[Raw data Boundary: Start]

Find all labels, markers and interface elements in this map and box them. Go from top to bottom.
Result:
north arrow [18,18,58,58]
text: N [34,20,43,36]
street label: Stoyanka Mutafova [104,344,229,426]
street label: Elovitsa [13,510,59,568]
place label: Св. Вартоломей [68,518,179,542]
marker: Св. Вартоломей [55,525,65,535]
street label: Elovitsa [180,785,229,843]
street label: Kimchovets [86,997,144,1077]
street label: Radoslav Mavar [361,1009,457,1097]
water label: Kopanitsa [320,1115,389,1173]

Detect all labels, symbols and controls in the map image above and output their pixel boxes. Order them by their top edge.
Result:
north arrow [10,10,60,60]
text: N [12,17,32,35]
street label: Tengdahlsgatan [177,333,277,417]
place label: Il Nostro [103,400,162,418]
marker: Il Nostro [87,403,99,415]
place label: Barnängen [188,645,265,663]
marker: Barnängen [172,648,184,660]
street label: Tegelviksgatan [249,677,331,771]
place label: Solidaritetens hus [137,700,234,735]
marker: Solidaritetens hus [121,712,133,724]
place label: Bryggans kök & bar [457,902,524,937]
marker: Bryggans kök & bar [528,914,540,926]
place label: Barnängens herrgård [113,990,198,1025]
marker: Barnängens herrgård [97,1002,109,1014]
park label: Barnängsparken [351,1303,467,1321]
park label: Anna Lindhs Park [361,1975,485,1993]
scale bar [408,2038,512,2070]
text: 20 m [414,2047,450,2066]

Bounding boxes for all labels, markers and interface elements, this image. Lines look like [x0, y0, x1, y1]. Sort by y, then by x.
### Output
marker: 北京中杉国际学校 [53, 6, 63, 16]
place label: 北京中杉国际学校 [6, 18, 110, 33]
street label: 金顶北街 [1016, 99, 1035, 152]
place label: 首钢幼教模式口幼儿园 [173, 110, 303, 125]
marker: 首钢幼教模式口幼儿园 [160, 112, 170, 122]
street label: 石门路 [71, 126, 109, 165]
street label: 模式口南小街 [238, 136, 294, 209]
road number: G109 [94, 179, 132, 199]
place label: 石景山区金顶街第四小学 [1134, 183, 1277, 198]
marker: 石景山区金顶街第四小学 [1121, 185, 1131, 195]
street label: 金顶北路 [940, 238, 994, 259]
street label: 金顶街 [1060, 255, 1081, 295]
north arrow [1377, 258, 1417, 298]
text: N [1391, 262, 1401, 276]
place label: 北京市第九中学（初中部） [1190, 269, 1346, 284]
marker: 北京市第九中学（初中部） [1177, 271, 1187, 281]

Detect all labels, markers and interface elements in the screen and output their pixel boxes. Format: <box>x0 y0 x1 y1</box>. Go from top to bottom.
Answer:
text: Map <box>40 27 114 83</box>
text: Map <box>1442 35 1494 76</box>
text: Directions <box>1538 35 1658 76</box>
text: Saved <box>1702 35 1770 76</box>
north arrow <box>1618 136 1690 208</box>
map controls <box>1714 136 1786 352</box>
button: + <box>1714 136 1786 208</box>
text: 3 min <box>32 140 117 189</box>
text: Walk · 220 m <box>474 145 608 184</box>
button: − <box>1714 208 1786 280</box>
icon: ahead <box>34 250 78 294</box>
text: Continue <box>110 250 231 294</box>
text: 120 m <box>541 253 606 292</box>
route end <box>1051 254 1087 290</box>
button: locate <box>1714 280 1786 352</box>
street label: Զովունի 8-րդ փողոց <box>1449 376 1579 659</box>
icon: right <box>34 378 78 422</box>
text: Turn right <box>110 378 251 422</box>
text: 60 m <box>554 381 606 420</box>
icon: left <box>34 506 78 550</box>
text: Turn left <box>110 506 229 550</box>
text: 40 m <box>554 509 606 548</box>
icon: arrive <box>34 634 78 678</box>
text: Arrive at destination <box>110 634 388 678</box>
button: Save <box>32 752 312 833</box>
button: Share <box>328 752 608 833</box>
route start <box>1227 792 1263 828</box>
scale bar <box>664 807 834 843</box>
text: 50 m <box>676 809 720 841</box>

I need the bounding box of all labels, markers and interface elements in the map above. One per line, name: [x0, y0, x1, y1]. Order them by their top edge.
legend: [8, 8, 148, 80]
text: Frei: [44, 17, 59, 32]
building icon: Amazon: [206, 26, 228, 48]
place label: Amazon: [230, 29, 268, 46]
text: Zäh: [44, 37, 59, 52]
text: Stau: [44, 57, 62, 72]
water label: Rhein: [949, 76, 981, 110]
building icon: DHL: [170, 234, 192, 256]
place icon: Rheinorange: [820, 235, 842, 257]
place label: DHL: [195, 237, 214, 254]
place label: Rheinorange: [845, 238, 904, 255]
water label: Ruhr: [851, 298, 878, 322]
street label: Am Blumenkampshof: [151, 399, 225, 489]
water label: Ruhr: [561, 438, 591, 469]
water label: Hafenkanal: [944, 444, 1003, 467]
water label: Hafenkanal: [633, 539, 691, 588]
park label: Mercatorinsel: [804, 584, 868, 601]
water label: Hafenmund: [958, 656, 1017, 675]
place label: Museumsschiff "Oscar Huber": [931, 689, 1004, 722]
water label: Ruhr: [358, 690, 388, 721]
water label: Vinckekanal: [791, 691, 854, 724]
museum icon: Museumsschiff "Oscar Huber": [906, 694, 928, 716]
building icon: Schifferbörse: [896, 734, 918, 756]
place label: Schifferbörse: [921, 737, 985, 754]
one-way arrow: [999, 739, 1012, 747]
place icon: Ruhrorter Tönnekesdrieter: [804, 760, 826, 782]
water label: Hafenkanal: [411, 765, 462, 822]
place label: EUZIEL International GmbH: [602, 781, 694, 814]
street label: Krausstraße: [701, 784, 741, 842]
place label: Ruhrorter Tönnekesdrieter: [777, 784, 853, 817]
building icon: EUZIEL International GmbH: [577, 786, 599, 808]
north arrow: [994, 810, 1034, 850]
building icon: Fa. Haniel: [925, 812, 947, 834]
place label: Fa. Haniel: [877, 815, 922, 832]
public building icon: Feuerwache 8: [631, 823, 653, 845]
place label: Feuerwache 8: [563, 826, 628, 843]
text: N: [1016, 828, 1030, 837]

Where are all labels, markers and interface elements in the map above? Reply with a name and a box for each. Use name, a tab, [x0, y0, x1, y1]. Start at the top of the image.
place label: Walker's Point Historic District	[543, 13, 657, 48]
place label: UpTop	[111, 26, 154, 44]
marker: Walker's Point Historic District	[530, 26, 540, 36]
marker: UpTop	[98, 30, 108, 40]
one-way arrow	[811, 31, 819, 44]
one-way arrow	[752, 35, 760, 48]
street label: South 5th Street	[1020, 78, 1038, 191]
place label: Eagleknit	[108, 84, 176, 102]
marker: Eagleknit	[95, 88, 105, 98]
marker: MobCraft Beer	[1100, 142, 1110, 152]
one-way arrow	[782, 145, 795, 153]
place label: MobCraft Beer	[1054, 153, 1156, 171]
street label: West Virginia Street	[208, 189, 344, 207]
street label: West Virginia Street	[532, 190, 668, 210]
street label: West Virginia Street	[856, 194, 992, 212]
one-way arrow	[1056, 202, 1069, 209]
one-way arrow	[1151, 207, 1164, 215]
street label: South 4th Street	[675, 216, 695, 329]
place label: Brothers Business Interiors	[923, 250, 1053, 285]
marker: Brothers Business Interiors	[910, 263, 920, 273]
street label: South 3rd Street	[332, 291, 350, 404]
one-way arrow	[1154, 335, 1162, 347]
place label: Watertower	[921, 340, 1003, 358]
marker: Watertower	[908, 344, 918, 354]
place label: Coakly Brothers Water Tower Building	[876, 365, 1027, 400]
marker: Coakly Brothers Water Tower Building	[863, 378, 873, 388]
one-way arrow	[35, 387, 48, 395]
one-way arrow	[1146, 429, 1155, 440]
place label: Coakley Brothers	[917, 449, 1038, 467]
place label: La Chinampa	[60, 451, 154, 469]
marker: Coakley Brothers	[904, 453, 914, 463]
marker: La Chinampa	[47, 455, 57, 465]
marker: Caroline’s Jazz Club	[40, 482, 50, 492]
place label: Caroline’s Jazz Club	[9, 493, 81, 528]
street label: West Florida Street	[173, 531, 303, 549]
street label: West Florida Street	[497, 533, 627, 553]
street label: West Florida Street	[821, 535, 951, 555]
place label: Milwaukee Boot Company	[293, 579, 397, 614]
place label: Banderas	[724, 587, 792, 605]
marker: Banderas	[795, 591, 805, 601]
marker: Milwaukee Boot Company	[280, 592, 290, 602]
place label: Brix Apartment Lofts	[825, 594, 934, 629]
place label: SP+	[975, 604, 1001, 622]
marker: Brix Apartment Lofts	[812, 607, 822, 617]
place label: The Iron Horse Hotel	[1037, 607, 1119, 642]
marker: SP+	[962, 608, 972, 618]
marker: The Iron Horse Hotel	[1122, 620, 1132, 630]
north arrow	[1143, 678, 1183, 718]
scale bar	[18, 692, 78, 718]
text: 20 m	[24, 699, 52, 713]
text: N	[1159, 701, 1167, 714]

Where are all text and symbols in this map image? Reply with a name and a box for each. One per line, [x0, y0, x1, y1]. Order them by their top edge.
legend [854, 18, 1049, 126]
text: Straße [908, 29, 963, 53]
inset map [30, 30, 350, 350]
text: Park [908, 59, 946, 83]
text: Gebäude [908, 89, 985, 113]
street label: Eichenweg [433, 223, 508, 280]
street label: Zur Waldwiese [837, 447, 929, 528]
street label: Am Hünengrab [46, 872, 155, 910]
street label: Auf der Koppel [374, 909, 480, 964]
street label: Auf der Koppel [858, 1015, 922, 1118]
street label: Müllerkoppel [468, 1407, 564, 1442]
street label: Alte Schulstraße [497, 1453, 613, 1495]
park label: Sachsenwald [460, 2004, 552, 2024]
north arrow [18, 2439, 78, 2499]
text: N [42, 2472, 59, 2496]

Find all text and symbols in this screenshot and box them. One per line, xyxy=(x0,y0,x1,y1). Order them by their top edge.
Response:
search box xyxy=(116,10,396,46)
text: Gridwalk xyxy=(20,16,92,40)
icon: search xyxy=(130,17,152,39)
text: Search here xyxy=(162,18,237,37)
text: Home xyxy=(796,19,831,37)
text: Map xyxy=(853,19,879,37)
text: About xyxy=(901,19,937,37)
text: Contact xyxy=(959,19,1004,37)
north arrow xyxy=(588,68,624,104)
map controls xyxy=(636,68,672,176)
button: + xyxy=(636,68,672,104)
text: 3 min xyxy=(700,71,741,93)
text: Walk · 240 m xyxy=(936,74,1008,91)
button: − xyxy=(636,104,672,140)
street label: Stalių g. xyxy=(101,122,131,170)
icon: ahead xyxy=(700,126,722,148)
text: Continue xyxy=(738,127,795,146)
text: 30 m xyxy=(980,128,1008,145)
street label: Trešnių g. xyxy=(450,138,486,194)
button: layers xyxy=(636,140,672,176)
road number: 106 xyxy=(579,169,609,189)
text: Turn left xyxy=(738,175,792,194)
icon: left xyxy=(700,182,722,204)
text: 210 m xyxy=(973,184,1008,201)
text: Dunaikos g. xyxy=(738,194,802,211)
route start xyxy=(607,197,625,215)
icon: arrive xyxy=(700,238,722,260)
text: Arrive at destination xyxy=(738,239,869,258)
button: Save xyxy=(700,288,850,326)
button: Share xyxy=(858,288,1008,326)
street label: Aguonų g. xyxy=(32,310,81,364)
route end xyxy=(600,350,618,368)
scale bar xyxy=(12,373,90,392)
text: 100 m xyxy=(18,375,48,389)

[Raw data Boundary: End]

> Problem requirements: Give again, word for word, the records from their first line to the one with "Bounding boxes for", and leave out all else.

> Exercise answer:
Find all labels, markers and interface elements in this map and box them. Go from top to bottom.
Result:
north arrow [18,18,58,58]
text: N [34,20,43,36]
street label: Stoyanka Mutafova [104,344,229,426]
street label: Elovitsa [13,510,59,568]
place label: Св. Вартоломей [68,518,179,542]
marker: Св. Вартоломей [55,525,65,535]
street label: Elovitsa [180,785,229,843]
street label: Kimchovets [86,997,144,1077]
street label: Radoslav Mavar [361,1009,457,1097]
water label: Kopanitsa [320,1115,389,1173]

Detect all labels, symbols and controls in the map image above and output their pixel boxes. Order them by their top edge.
Result:
north arrow [10,10,60,60]
text: N [12,17,32,35]
street label: Tengdahlsgatan [177,333,277,417]
place label: Il Nostro [103,400,162,418]
marker: Il Nostro [87,403,99,415]
place label: Barnängen [188,645,265,663]
marker: Barnängen [172,648,184,660]
street label: Tegelviksgatan [249,677,331,771]
place label: Solidaritetens hus [137,700,234,735]
marker: Solidaritetens hus [121,712,133,724]
place label: Bryggans kök & bar [457,902,524,937]
marker: Bryggans kök & bar [528,914,540,926]
place label: Barnängens herrgård [113,990,198,1025]
marker: Barnängens herrgård [97,1002,109,1014]
park label: Barnängsparken [351,1303,467,1321]
park label: Anna Lindhs Park [361,1975,485,1993]
scale bar [408,2038,512,2070]
text: 20 m [414,2047,450,2066]

Bounding boxes for all labels, markers and interface elements, this image. Lines look like [x0, y0, x1, y1]. Sort by y, then by x.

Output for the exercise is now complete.